You can go up to D3-grav and D3-EWS, that gets you gravity translations (and conformal transformations/dilation) plus a group with the strong/color bosons. I think though you still want the big group with triality in order to have one group from which you can get the two D3s. The big group also can give you a group for fermions and quantization (and maybe an emergent spacetime).

 

[Berlin]

Now with attachment...

Did not manage to include the attachment earlier.

Jan

 

[CarlB]

Regarding triality, there seems to be some work on replacing the 2 of complex numbers with the 3 of something else. See:
http://kea-monad.blogspot.com/2008/03/extra-extra.html

 

[Berlin]

Some re-shuffling..

I have re-shuffled assignments so that for gen-1 and 2 fermions the gravitational left-right quantum numbers are OK. It seems that for gen-2 leptons and quarks you have to find a theory where the w-3 and B13 Q# are interchanged.
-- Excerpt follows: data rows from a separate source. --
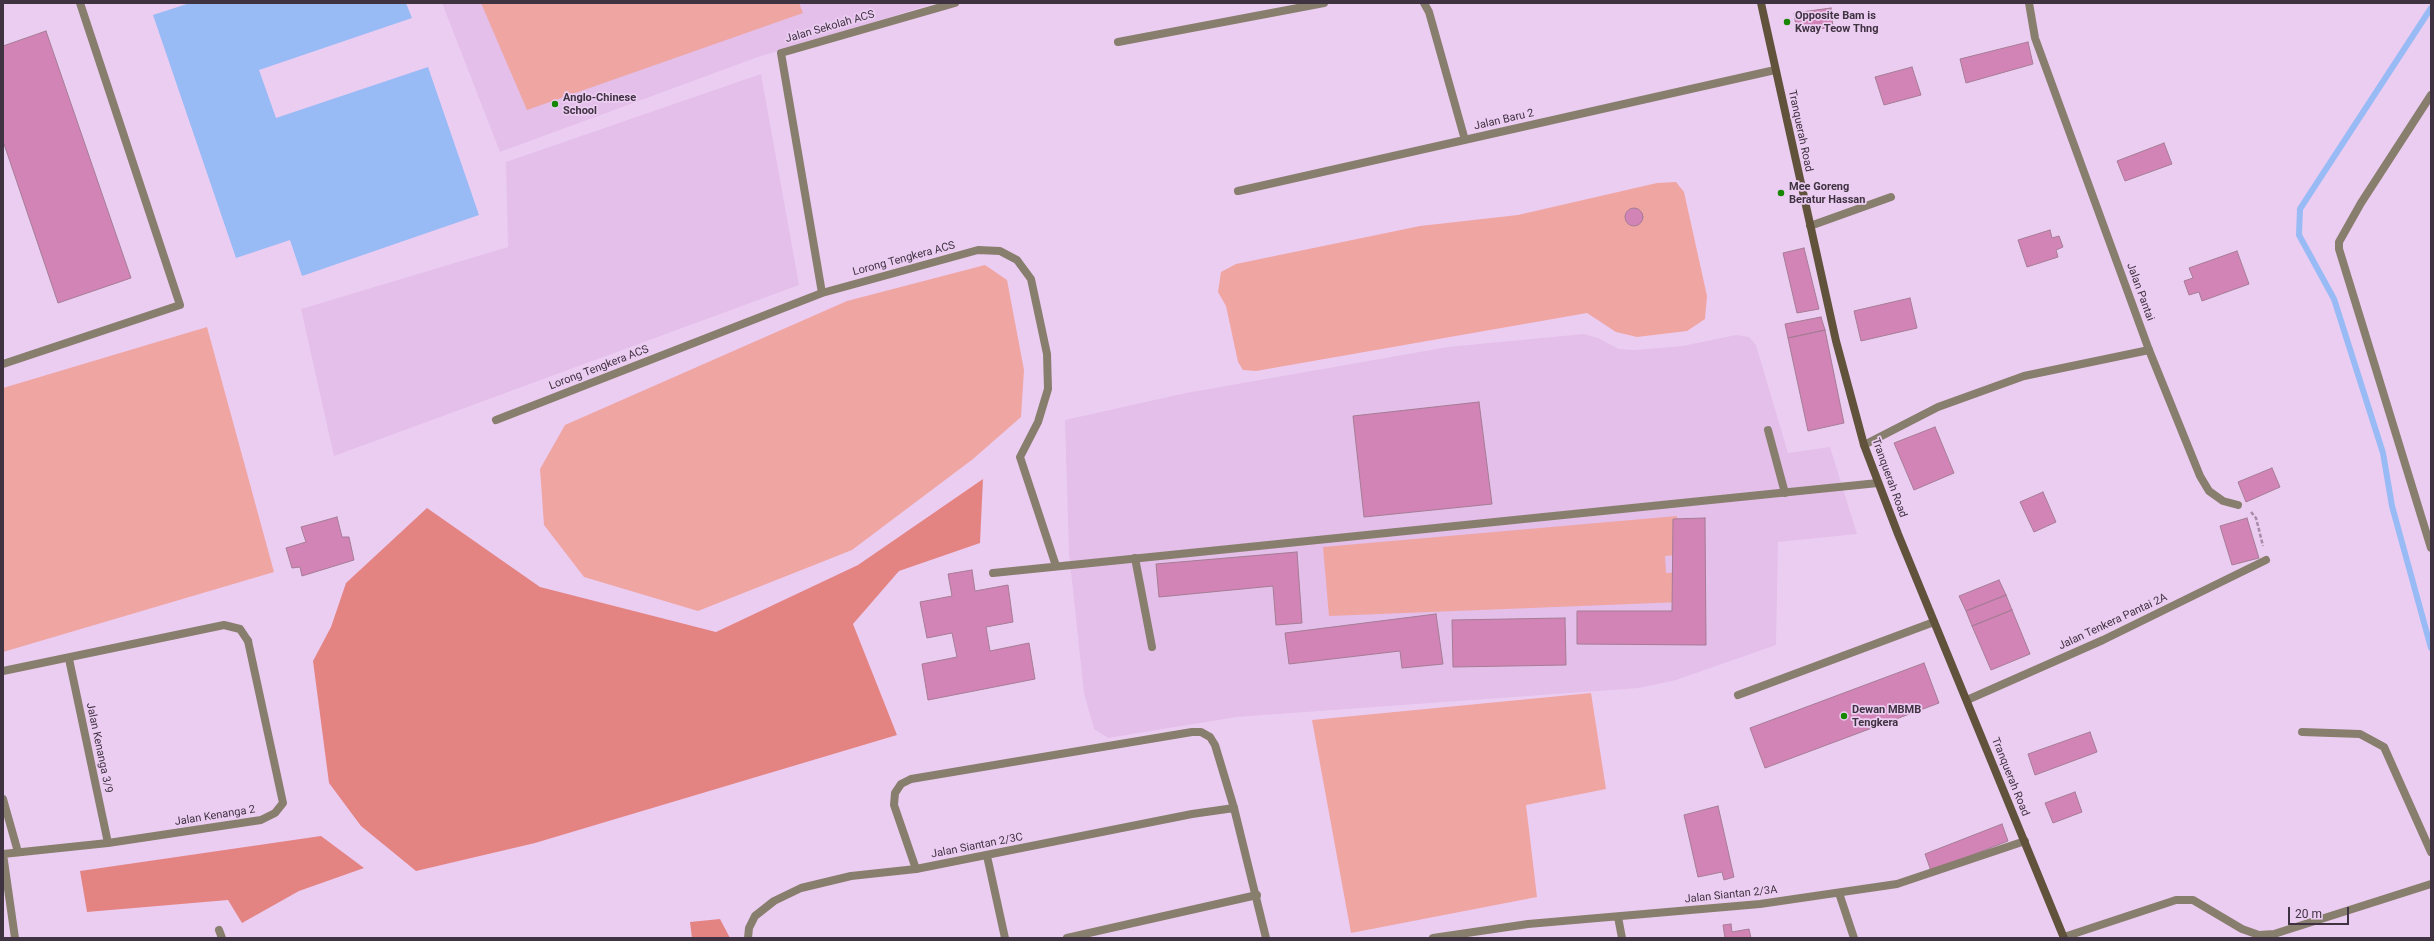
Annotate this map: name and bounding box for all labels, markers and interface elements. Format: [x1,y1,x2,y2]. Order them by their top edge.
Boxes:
street label: Jalan Sekolah ACS [784,8,876,46]
place label: Opposite Bam is Kway Teow Thng [1795,9,1879,35]
marker: Opposite Bam is Kway Teow Thng [1782,17,1792,27]
street label: Tranquerah Road [1785,89,1815,173]
place label: Anglo-Chinese School [563,91,636,117]
marker: Anglo-Chinese School [550,99,560,109]
street label: Jalan Baru 2 [1473,107,1535,133]
place label: Mee Goreng Beratur Hassan [1789,180,1865,206]
marker: Mee Goreng Beratur Hassan [1776,188,1786,198]
street label: Lorong Tengkera ACS [851,239,957,279]
street label: Jalan Pantai [2123,261,2157,323]
street label: Lorong Tengkera ACS [547,343,651,393]
street label: Tranquerah Road [1869,437,1909,519]
street label: Jalan Tenkera Pantai 2A [2057,591,2169,653]
street label: Jalan Kenanga 3/9 [83,702,115,794]
place label: Dewan MBMB Tengkera [1852,703,1921,729]
marker: Dewan MBMB Tengkera [1839,711,1849,721]
street label: Tranquerah Road [1988,736,2032,818]
street label: Jalan Kenanga 2 [174,803,256,829]
street label: Jalan Siantan 2/3C [930,831,1024,861]
street label: Jalan Siantan 2/3A [1684,884,1778,906]
scale bar [2290,899,2351,925]
text: 20 m [2295,907,2322,921]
Therefore it seems logical to look at the left-right symmetric theories like the left-right extension of the ew or things like trinification.

http://en.wikipedia.org/wiki/Trinification

For gen-3 leptons it seems like you have to interchange the w-3, B13 and B2 Q# (J matrix carl used with the preons). For gen-3 quarks its more difficult.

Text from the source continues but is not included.